[DIRECTIONS] An exact copy of all the lines below is required, with every image left out.

+ + + + + + +

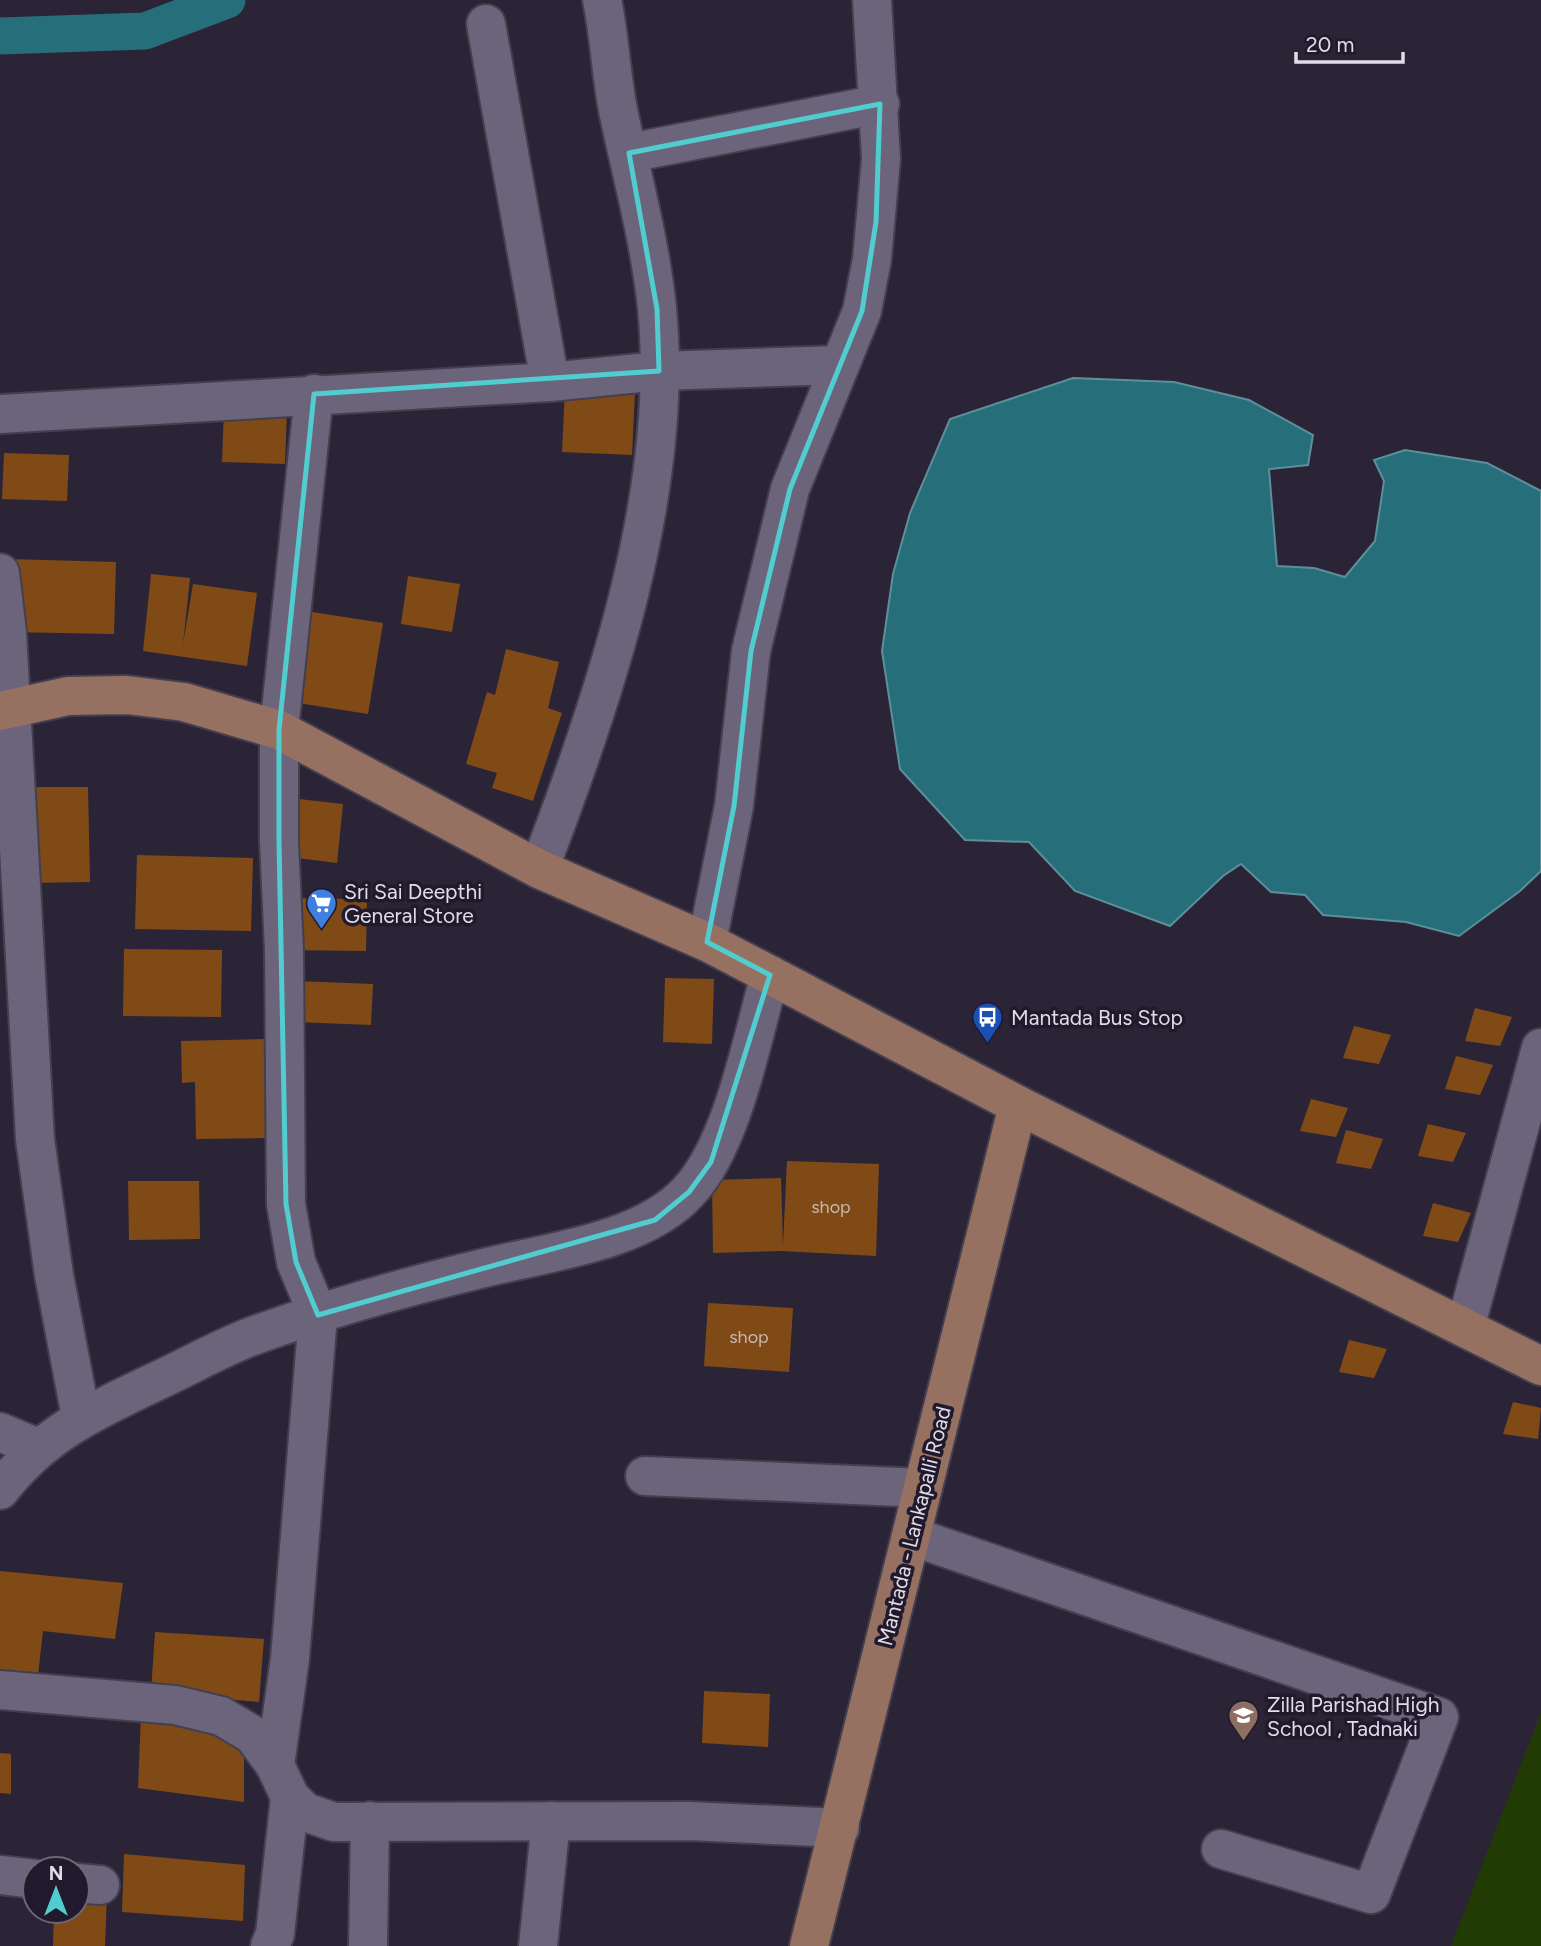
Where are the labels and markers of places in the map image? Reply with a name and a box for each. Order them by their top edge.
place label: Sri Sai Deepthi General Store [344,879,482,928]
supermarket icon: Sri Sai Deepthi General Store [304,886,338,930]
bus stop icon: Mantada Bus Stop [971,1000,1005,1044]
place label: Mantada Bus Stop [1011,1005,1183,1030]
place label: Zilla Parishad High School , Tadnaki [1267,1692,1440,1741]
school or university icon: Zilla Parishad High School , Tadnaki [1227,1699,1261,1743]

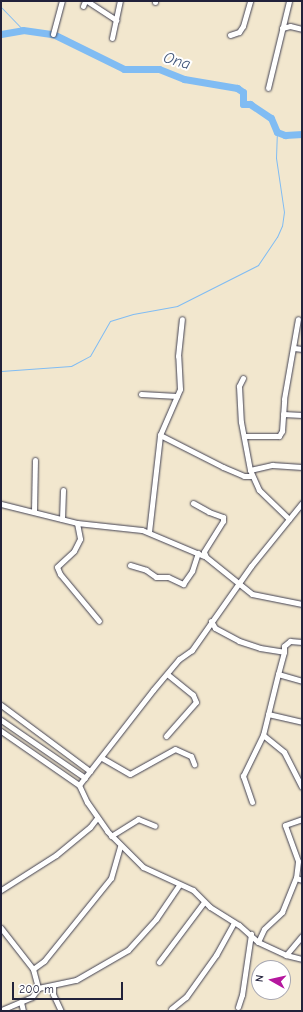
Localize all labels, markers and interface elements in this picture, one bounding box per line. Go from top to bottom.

+ + + + + + +

[TASK SOLUTION]
Where are the labels and markers of places in the map image? Reply with a name and a box for each. Order them by their top edge.
place label: Sri Sai Deepthi General Store [344,879,482,928]
supermarket icon: Sri Sai Deepthi General Store [304,886,338,930]
bus stop icon: Mantada Bus Stop [971,1000,1005,1044]
place label: Mantada Bus Stop [1011,1005,1183,1030]
place label: Zilla Parishad High School , Tadnaki [1267,1692,1440,1741]
school or university icon: Zilla Parishad High School , Tadnaki [1227,1699,1261,1743]

Localize all labels, markers and interface elements in this picture, one bounding box per line. Go from top to bottom.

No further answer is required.